= Task objective =
Search the lines of the records for the word "this", and copy every line that has it.
* * * *
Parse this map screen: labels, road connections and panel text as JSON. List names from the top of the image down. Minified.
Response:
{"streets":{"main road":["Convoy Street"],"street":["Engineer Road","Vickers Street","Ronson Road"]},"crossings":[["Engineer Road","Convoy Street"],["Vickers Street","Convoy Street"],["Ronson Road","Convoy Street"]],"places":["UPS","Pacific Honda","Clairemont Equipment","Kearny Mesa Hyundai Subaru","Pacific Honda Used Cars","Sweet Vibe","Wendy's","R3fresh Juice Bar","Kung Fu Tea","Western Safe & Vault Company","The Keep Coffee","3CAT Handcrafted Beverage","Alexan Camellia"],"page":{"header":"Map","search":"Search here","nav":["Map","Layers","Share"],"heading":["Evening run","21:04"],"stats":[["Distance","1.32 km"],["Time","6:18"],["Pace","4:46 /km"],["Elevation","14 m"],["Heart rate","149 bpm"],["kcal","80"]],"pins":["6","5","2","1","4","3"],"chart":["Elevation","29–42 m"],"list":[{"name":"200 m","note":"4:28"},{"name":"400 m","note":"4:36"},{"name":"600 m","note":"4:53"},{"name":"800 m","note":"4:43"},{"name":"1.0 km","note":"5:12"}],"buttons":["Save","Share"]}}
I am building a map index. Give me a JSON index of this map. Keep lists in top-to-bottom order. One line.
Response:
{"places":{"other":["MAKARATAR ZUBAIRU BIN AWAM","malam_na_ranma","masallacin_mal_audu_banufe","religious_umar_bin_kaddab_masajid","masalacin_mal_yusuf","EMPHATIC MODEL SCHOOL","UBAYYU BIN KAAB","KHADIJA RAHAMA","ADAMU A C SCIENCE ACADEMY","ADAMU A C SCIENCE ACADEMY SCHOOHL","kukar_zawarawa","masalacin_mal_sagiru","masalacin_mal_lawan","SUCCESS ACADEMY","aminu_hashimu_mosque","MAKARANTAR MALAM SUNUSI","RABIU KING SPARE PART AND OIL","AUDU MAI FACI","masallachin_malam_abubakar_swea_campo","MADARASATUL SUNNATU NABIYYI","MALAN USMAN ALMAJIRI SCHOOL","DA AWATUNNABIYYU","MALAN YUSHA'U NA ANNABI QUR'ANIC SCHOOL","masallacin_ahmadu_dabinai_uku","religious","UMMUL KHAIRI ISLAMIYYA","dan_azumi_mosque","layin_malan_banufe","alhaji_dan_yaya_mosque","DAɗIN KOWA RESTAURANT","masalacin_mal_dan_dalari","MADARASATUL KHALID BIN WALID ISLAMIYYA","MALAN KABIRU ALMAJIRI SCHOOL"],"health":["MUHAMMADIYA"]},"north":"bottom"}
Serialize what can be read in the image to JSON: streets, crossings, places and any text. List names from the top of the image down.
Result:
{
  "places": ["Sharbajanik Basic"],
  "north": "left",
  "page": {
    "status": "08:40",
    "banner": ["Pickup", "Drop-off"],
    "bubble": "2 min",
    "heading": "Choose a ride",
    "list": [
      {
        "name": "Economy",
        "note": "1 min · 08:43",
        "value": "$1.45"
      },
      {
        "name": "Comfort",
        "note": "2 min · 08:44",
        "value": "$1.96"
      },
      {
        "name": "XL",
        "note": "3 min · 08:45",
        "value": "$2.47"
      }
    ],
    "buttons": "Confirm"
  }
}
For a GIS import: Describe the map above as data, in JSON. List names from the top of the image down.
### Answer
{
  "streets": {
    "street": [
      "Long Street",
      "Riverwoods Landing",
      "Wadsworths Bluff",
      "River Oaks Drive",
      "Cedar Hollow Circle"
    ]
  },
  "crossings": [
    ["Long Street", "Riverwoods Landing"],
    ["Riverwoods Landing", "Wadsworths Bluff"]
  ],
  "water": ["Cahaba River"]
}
* * * *
= Solution to the exercise =
Parse this map screen: labels, road connections and panel text as JSON. List names from the top of the image down. Minified.
I am building a map index. Give me a JSON index of this map. Keep lists in top-to-bottom order. One line.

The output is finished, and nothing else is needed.